Interviene l’insegnante di matematica e mi spiega che nemmeno loro, quando lo psicologo l’aveva proposta, erano d’accordo con questa tecnica. Mi spiegano che si sono rese conto da subito che poteva diventare un boomerang, che da subito Stefano e non solo lui, aveva avuto degli attacchi d’ira scoprendosi non meritevole di punti. Che avevano quindi optato per dare i punti al miglioramento, in qualche modo alle buone intenzioni, così che anche i più turbolenti potessero conquistare qualche punto. Mi spiegano anche che per valorizzare Stefano talvolta gli assegnano punti anche se non se li merita. Evito di esprimere a voce alta la mia preoccupazione per la confusione che può insorgere in Stefano, che talvolta riceve punti immeritati. Mi chiedo, ma solo tra me e me, quali conseguenze trarrà… Penso che nella teoria la
Token Economy deve essere utilizzata nell’immediato del comportamento positivo e senza dare troppo peso ai comportamenti negativi; è finalizzata infatti a dare rinforzo puntuale di comportamenti positivi, per arrivare ad estinguere quelli negativi. Si tratta di un lavoro lungo e complesso che va fatto in maniera continuativa se si vogliono ottenere risultati. Vista la complessità della tecnica, la Token Economy, se svolta nei confronti di tutta la classe, richiede impegno, un impegno che spesso gli insegnanti in continua emergenza non possono garantire.

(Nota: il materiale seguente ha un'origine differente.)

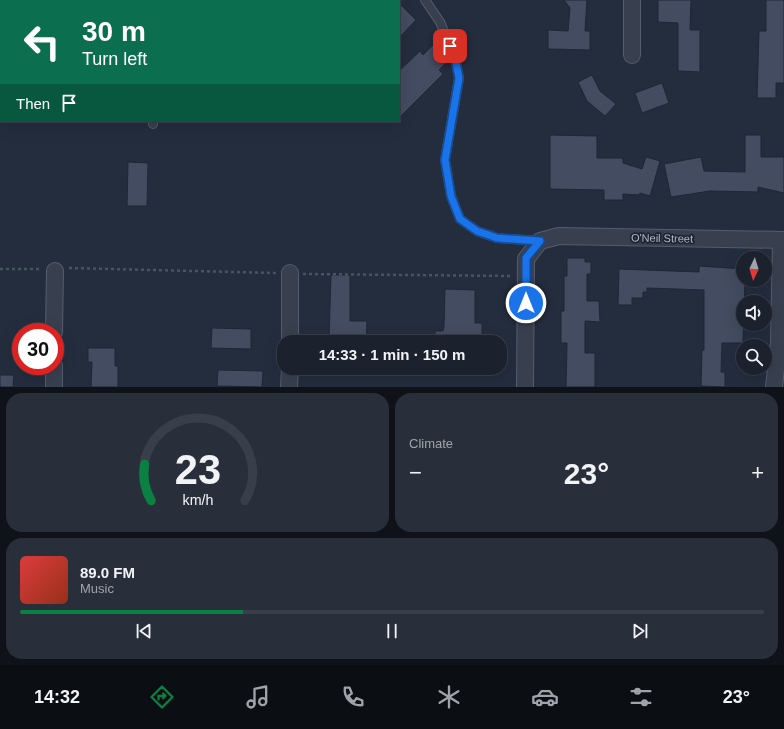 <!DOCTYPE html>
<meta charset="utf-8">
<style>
:root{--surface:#1b222e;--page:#282f3a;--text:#f1f3f6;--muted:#a0a4aa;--line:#393f4a;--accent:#0b8043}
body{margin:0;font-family:Arial,sans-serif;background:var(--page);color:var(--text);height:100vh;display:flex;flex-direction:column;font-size:15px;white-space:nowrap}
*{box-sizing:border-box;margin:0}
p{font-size:13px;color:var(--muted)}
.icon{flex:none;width:22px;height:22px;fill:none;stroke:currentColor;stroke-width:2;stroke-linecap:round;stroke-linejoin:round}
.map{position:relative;height:387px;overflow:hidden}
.panel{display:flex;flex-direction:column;gap:6px;padding:6px;background:#0f1319;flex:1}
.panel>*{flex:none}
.hud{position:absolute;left:0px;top:0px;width:400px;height:122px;box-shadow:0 4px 16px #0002,0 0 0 1px var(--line);background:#0b6e4f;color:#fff;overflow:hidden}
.needle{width:26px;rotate:184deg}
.tools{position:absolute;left:736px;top:251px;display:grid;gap:8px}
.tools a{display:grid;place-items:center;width:36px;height:36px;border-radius:50%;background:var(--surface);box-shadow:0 4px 16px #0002,0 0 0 1px var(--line);font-size:20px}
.speed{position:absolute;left:12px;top:323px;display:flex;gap:8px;font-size:20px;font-weight:700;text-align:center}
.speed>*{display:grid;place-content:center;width:52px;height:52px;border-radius:50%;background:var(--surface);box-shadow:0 4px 16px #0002,0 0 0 1px var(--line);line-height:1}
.speed .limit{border:6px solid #d22;background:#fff;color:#111}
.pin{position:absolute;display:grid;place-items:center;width:34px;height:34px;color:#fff;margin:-17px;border-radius:8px;box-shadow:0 2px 6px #0006}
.me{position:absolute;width:44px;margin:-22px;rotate:0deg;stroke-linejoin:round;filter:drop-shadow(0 0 3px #0008)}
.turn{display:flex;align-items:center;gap:14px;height:84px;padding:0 16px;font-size:18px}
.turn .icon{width:52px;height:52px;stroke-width:2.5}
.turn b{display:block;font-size:28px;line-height:34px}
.then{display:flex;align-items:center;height:38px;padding:0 16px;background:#0003;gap:8px;font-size:15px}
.big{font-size:30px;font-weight:700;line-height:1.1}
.panel .card{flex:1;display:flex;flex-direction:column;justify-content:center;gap:6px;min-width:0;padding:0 14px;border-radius:16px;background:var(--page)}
.panel .dial{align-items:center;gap:0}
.dial svg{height:104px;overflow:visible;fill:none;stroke:var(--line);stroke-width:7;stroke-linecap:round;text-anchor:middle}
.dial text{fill:var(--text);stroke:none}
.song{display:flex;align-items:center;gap:12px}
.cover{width:48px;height:48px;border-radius:6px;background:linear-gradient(135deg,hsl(0 70% 55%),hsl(10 70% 35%))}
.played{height:4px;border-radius:2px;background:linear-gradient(90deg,var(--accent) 30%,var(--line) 30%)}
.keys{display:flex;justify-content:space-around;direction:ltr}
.heat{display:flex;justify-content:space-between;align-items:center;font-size:22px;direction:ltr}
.panel .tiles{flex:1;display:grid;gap:6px;grid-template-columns:1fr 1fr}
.card:last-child{grid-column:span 2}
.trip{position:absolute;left:277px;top:335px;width:230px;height:40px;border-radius:16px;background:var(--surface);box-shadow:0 4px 16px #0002,0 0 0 1px var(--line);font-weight:700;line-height:40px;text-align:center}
.menu{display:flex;height:64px;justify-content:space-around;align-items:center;background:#0b0e12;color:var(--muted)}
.menu .icon{width:28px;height:28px}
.menu .selected{color:var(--accent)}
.menu b{font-size:18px;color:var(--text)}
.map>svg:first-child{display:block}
.building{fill:#434c60;stroke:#1f2635}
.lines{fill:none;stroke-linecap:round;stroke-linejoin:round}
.service-casing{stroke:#565d6c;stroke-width:10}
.minor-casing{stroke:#565d6c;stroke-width:18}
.path{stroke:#44575c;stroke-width:2.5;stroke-dasharray:3 3;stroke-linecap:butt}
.service{stroke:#383f4e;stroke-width:8}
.minor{stroke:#383f4e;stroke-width:16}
.rail{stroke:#5a6275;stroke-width:3;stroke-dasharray:4 4;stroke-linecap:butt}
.route-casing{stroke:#114b97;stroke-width:10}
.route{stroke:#1a73e8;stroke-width:7}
.labels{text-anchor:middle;stroke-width:3.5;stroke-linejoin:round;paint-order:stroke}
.street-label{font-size:11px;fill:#b4bac9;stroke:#1d2433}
</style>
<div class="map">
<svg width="784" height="387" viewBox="0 0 784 387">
<rect width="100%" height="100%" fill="#242d3e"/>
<g class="building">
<polygon points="564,0 587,0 585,31 590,31 590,50 548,49 548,30 568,31 570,8"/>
<polygon points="658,0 691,0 690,30 700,30 700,72 678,71 678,23 658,22"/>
<polygon points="766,0 784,0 784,83 776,83 776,98 757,98 759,31 766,31"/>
<polygon points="399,3 416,20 399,38"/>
<polygon points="434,44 450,59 439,70 443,74 399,118 399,71 420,51 423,55"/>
<polygon points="592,75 600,91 616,104 605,116 587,101 578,82"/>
<polygon points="662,83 669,103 642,113 635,93"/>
<polygon points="550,135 597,136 597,158 623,158 623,163 642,169 646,157 660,161 650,196 640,193 639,195 623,194 623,200 604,200 604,190 550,189"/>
<polygon points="745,135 761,135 761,157 784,157 784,193 758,187 758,192 710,191 671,197 664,164 701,157 704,171 745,172"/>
<polygon points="128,162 148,163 147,206 127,206"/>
<polygon points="567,258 585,258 585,262 591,262 591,274 587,274 587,301 599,301 600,322 585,321 585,353 595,353 595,387 566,387 567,343 561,343 561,311 564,311 564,276 567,276"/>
<polygon points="699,266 743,269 743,280 745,280 743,343 722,343 721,372 725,372 725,387 701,386 702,350 704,350 704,290 647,288 647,292 643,292 643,298 632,298 632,305 618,305 619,269 699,272"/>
<polygon points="331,275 350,275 350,321 367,321 366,342 345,342 345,337 329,337"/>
<polygon points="445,289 475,290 475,323 482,323 482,341 435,342 435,331 443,331 444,326"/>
<polygon points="212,328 251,329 251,349 211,348"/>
<polygon points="88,348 115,348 115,366 118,366 118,387 91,387 92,362 88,362"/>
<polygon points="218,370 263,371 262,387 217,386"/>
<polygon points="0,375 14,375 13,387 0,387"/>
</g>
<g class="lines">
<defs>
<g id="service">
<polyline points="425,0 440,22 455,58 459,78 445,160 451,196 460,219 477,231 497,238 540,241"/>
<polyline points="199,1 200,0"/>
<polyline points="153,121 153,124"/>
</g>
<g id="minor">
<polyline points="632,55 632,0"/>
<polyline points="54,332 55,271"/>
<polyline points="290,342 290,273"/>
<polyline points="54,387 54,366"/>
<polyline points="289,387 290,368"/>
<polyline points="525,387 526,259 540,241 559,236 784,240"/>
<polyline points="774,387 779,342 781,240"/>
</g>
</defs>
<use href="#service" class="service-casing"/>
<use href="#minor" class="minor-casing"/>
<g class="path">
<polyline points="69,268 276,273"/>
<polyline points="0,269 41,269"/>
<polyline points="303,274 512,276"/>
</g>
<use href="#service" class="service"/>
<use href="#minor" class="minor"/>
<g class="rail">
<polyline points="58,1 59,0"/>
<polyline points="73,1 74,0"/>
<polyline points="0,65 1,64"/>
<polyline points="0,78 1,77"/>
</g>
</g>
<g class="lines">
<defs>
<polyline id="route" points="450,46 455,58 459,78 445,160 451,196 460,219 477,231 497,238 540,241 526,258 526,303"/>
</defs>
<use href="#route" class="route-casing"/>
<use href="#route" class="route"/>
</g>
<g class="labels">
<g class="street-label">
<text transform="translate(662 238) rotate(1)" y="4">O'Neil Street</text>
</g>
</g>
</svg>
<div class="tools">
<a><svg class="needle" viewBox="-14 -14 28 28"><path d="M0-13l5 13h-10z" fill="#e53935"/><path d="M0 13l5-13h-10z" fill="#a0a4aa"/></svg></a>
<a><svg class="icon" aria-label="sound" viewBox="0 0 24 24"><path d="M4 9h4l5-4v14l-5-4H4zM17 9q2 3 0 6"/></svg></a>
<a><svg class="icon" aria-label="search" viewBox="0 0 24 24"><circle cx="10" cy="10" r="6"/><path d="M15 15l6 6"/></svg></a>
</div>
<div class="speed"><div class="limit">30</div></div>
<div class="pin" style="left:450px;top:46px;background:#d93025"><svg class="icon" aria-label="arrive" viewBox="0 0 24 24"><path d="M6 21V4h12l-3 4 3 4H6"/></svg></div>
<svg class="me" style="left:526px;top:303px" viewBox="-20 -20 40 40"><circle r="17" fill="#1a73e8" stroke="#fff" stroke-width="3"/><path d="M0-11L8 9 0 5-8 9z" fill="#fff"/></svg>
<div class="trip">14:33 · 1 min · 150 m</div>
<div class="hud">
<div class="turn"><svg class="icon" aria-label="left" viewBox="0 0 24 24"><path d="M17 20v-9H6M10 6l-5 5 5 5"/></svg><div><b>30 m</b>Turn left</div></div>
<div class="then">Then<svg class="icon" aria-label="arrive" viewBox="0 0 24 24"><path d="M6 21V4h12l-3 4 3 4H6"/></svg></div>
</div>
</div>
<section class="panel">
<div class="tiles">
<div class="card dial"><svg viewBox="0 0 100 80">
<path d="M14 69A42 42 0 1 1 86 69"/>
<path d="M14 69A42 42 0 0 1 9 41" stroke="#0b8043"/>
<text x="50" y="56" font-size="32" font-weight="700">23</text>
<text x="50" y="72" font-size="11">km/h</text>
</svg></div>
<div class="card"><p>Climate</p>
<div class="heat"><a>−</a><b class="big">23°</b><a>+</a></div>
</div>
<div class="card">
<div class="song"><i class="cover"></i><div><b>89.0 FM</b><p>Music</p></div></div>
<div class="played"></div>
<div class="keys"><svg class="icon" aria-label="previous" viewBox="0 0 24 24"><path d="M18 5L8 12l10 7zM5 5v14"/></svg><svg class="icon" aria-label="pause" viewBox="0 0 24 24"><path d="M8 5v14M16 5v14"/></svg><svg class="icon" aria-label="next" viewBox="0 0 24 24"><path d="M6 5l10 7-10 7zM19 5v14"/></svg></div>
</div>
</div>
</section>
<nav class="menu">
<b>14:32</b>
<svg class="icon selected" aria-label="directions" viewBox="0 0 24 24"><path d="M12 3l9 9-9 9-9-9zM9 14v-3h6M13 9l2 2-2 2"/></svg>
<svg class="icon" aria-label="music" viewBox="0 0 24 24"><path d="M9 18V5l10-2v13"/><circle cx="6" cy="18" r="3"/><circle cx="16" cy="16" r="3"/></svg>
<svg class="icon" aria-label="phone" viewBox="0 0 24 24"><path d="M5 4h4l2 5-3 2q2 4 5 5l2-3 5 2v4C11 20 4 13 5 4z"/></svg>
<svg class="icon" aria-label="climate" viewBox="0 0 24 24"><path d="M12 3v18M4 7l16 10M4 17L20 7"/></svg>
<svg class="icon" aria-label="car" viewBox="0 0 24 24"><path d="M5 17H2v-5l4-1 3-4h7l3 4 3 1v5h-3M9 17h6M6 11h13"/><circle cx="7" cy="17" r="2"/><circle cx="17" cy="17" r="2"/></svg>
<svg class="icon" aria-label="filters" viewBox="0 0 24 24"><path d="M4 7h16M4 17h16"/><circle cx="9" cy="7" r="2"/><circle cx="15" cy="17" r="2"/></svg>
<b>23°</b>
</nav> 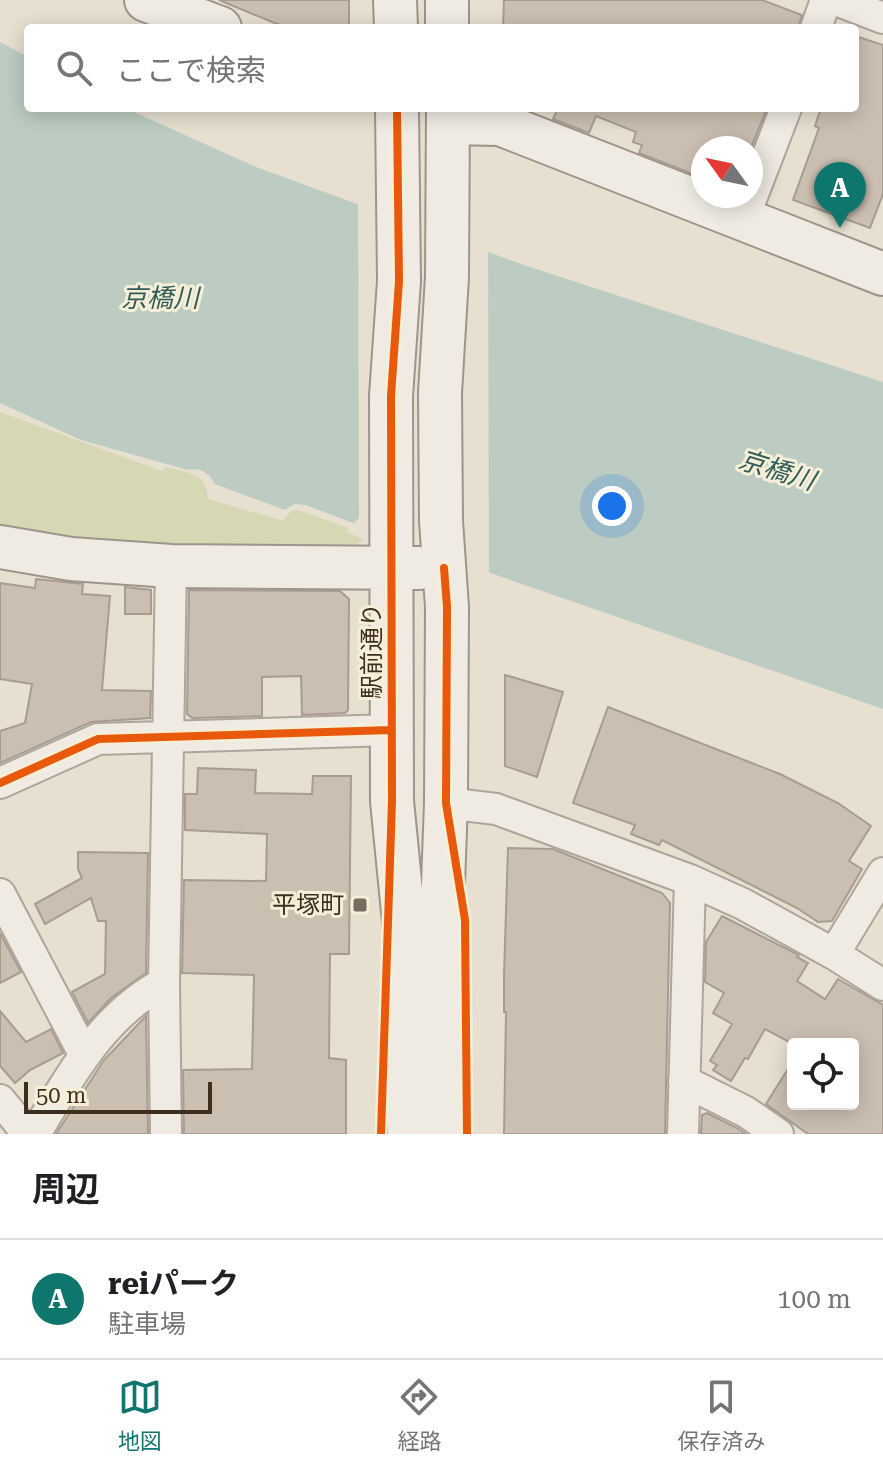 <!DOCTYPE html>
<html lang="ja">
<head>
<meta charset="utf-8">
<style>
  :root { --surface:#fff; --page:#f6f6f6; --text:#202124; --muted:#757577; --line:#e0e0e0; --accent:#0f766e }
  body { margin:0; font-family:"Roboto Serif","Noto Sans JP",serif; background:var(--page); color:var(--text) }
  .controls { position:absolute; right:24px; bottom:24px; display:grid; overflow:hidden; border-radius:8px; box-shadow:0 4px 20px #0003 }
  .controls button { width:72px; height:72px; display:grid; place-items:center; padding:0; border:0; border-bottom:2px solid var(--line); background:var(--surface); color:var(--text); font:40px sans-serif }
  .compass { position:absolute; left:691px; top:136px; width:72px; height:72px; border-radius:50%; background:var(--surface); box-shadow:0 4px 20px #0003; rotate:303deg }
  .scale { position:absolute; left:24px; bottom:20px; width:188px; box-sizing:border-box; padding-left:8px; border:4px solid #3d2e20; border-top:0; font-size:22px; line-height:28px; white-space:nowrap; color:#3d2e20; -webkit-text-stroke:6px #f7eed8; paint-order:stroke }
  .you { position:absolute; left:612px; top:506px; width:28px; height:28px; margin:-20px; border:6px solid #fff; border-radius:50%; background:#1a73e8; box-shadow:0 0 0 12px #1a73e833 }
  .badge { display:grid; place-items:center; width:52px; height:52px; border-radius:50%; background:var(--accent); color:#fff; font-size:26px; font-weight:700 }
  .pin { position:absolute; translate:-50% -66px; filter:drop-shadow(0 2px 4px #0008) }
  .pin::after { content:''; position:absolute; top:42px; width:28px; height:24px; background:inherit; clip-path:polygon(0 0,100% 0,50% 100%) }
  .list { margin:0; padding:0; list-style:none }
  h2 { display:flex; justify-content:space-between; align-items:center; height:104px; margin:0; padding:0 32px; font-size:34px }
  h2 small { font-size:26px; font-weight:400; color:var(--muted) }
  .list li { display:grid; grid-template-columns:52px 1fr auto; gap:24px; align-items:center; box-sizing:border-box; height:120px; padding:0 32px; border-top:2px solid var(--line) }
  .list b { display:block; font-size:30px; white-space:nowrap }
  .list p { margin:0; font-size:26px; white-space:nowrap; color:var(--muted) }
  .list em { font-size:26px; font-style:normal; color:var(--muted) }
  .icon { flex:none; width:44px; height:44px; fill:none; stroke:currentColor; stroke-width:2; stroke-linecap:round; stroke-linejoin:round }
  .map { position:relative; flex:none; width:883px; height:1134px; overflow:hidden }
  .search { position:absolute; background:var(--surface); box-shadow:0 4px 20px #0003; left:24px; right:24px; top:24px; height:88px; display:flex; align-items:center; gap:20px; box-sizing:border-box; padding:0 28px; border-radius:8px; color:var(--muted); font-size:30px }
  .sheet { height:224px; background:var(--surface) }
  nav { display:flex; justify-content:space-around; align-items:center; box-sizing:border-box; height:112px; border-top:2px solid var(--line); background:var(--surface); font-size:22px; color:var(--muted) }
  nav a { display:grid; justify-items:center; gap:4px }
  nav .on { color:var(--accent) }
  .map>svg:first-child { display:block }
  .green { fill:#d6d7b3 }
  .water { fill:#bcccc2 }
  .pier { fill:#e7e0d1 }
  .building { fill:#cbbfb2; stroke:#a89c90; stroke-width:2 }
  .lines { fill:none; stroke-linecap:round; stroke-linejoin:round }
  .street-casing { stroke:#ada599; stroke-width:34 }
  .secondary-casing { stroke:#9c958a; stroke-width:46 }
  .street { stroke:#efebe3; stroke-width:30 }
  .secondary { stroke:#efebe3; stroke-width:42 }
  .cycleway-casing { stroke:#f7eed8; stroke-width:13 }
  .cycleway { stroke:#e8590c; stroke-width:8 }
  .poi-dot { fill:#786c5e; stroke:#f7eed8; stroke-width:3 }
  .labels { text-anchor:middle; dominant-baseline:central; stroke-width:6; stroke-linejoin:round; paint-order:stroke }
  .street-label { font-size:24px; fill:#3d2e20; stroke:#f7eed8 }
  .poi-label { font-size:24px; fill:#3d2e20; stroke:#f7eed8; text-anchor:end }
  .water-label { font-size:26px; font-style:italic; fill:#2f5d5a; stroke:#f7eed8 }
</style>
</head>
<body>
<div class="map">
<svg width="883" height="1134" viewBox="0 0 883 1134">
  <rect width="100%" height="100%" fill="#e7e0d1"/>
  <path class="green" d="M 0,412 L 162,471 L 166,467 C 188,473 207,472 208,499 L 283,521 L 291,511 L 298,510 L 349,528 L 346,532 L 364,539 L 348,550 L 218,551 L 97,542 L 0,527 Z"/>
  <path class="water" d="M 0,42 L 28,57 L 28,108 L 125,108 L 256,167 L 524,265 L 883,382 L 883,709 L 418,548 L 306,505 L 294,504 L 285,510 L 215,484 C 209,473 200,467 188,470 L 81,440 L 0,403 Z"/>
  <path class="pier" d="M 358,200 L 488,248 L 489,578 L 350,527 L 359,518 Z"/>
  <path class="building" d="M 219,0 L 349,0 L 349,28 L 298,28 L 277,24 Z
    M 504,0 L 762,0 L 802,15 L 798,28 L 503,28 Z
    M 855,36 L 883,45 L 883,194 L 870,228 L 793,200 L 819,128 L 815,126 L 821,108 L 855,108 Z
    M 558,108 L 767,108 L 751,148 L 703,148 L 703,178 L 639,153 L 642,145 L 633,142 L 636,132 L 596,116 L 589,133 L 553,119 Z
    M 36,579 L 83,584 L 82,594 L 110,596 L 102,690 L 151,691 L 150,718 L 91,722 L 0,763 L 0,731 L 25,723 L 32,684 L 0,679 L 0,583 L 35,588 Z
    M 125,587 L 151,590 L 151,614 L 125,614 Z
    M 189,590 L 340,591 L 349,599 L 348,710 L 345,713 L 302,715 L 301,676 L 262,677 L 262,716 L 192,718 L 187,714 Z
    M 505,675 L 563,692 L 537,777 L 505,766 Z
    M 608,707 L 780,774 L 838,803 L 871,826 L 849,861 L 862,869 L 832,921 L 818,922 L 797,908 L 662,840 L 659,845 L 631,834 L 635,825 L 573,803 Z
    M 198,768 L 256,770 L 255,793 L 312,794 L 313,776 L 351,776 L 349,954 L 330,954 L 329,1058 L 346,1060 L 346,1134 L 184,1134 L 183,1070 L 252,1069 L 254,975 L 182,973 L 184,880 L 266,881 L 267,834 L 185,830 L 185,794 L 197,794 Z
    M 508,848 L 553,849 L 662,893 L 670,903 L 665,1134 L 504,1134 L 506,1012 L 504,1012 L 504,975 Z
    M 78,852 L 148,853 L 146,973 L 111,998 L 88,1023 L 72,992 L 105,974 L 106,921 L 98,921 L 91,898 L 45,924 L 35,904 L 82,878 L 78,869 Z
    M 722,916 L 799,955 L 797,957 L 808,963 L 797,981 L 825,999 L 838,979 L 883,1005 L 883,1134 L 808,1134 L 766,1104 L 793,1061 L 793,1104 L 853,1104 L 853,1044 L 793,1044 L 765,1029 L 748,1059 L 745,1058 L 731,1081 L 713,1070 L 717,1065 L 710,1061 L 732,1024 L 713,1013 L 724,993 L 705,982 L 706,942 Z
    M 0,933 L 21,972 L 0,983 Z
    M 0,1011 L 26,1042 L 51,1029 L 63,1053 L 30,1070 L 15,1083 L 0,1066 Z
    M 146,1016 L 148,1134 L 56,1134 L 104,1060 Z
    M 707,1113 L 737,1128 L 746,1134 L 701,1134 L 702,1115 Z"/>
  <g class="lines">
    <g class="street-casing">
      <path id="street" d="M 836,0 L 883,18
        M 816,28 L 826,0
        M 743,220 L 786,108
        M 0,783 L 98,739 L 391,730
        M 446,803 L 496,809 L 690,880 L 743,904 L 834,954 L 883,985
        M 0,894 L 84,1054
        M 834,954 L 883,873
        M 684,1081 L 746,1112 L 778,1134
        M 0,1100 L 28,1134
        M 35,1134 C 69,1078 103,1014 164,983
        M 166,1134 L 164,983 L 171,566
        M 683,1134 L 690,880"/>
    </g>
    <g class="secondary-casing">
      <path id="secondary" d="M 146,0 L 220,28
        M 395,0 L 396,28
        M 447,0 L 447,28
        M 397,108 L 399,281 L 391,396 L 392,801 L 405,932 L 409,1009 L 409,1134
        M 448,123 L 500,124 L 883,274
        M 0,547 L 71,559 L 171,566 L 419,568
        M 441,1134 L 442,911 L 446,803 L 447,607 L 441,521 L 440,393 L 447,277 L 448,108"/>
    </g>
    <use href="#street" class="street"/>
    <use href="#secondary" class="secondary"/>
    <g class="cycleway-casing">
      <path id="cycleway" d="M 444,568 L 447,607 L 446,803 L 465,920 L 467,1134
        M 0,783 L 98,739 L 391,730
        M 381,1134 L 392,801 L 391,396 L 399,281 L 397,108"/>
    </g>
    <use href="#cycleway" class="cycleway"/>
  </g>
  <rect class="poi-dot" x="352" y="897" width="16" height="16" rx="4"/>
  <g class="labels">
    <g class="street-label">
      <text transform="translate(372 651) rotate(-90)">駅前通り</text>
    </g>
    <g class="poi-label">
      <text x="344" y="905">平塚町</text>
    </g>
    <g class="water-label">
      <text x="160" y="298">京橋川</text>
      <text transform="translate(777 470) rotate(17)">京橋川</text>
    </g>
  </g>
</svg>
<div class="controls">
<button><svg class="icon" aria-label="locate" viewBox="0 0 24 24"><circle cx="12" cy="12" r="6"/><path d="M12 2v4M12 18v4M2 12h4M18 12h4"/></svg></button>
</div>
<svg class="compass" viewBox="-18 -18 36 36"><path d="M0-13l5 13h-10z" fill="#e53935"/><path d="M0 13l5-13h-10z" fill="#757577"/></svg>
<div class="scale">50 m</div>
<div class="you"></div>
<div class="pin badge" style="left:840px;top:228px">A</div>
<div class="search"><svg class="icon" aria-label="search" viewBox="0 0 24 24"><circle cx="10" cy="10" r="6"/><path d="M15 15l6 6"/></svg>ここで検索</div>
</div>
<section class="sheet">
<h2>周辺<small></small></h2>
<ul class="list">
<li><span class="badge">A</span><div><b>reiパーク</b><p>駐車場</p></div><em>100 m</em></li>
</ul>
</section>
<nav>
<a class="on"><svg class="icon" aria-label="map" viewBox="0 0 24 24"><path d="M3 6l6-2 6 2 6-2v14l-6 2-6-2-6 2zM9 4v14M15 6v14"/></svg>地図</a>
<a><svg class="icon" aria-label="directions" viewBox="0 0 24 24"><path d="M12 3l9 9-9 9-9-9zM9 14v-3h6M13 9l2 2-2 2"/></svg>経路</a>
<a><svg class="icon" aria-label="saved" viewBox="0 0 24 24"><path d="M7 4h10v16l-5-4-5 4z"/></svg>保存済み</a>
</nav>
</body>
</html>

Penso soprattutto alla bassa autostima dei bambini adottati e ancora mi chiedo se possa essere questa una via giusta. Troppo spesso mi è capitato di ascoltare genitori, preoccupati o arrabbiati, perché il loro figlio adottivo diventava aggressivo, o chiuso, o triste o tutte e tre le cose
insieme, in alcuni casi che non volesse più andare a scuola, per non aver mai preso un premio in classe. Non posso fare a meno di trattare questa questione, preferisco affrontare un altro attacco d’ira ma devo dirlo. Spiego che a causa del loro trascorso e di tutto ciò che avevo descritto prima, i bambini adottati hanno nella grande maggioranza una bassa autostima. Spiego la mia preoccupazione per Stefano. Dico loro che hanno fatto un buon lavoro, che Stefano, nonostante tutto va a scuola volentieri. Che ha bisogno di essere molto valorizzato e rinforzato per potersi consolidare, per poter tenere a bada tutte le emozioni che lo fanno essere tanto indisciplinato a scuola. Dico che per il nostro lavoro, soprattutto in questi tempi difficili, abbiamo bisogno di tutta la nostra creatività. Che le teorie ci possono orientare ma che è nella situazione
concreta e reale di tutti i giorni che non dobbiamo mai smettere di inventare soluzioni e che una volta trovate non lo saranno per sempre poiché per fortuna l’essere umano è unico e irripetibile. Mi sembra che accettino, questa volta. L’insegnante di matematica mi dice che lei ha conquistato la classe proponendo l’aritmetica con i mandala. Continuiamo a lungo, anche l’insegnante di italiano ci sta. Parliamo di libri e di letture. Di albi illustrati che aiutano a trattare in classe il tema delle emozioni. Delle linee guida del MIUR per il diritto allo studio dei minori adottati. Non ne sapevano l’esistenza, prometto di spedirgliele e aggiungo che prevedono l’attivazione di percorsi formativi per insegnanti. Ce l’abbiamo fatta, almeno spero. La raccolta punti resterà al suo posto, ma la maestra di italiano aspetta una mia bibliografia per
proporre letture in classe sulle emozioni e iniziare con i bambini un percorso creativo su questo tema. Mi chiede addirittura se può chiamarmi per confrontarsi sulle idee che ha per questa attività di gruppo. L’insegnante di matematica si offre di parlare con la dirigente per chiedere di promuovere un incontro formativo sull’accompagnamento scolastico dei bambini adottati. Salutandoci ancora l’insegnante mi chiede scusa, mi abbraccia (!) e mi dice che ultimamente fare scuola è davvero dura, che si sente depauperata e sola, che sente messa a dura prova la passione per la sua professione. Fuori diluvia, sotto l’ombrello la mamma di Stefano esclama: “avevano bisogno di sfogarsi…” Non sono sicura sia una sintesi, certamente ho sentito la fatica e la difficoltà. Meno male che avevo il mio quadernetto.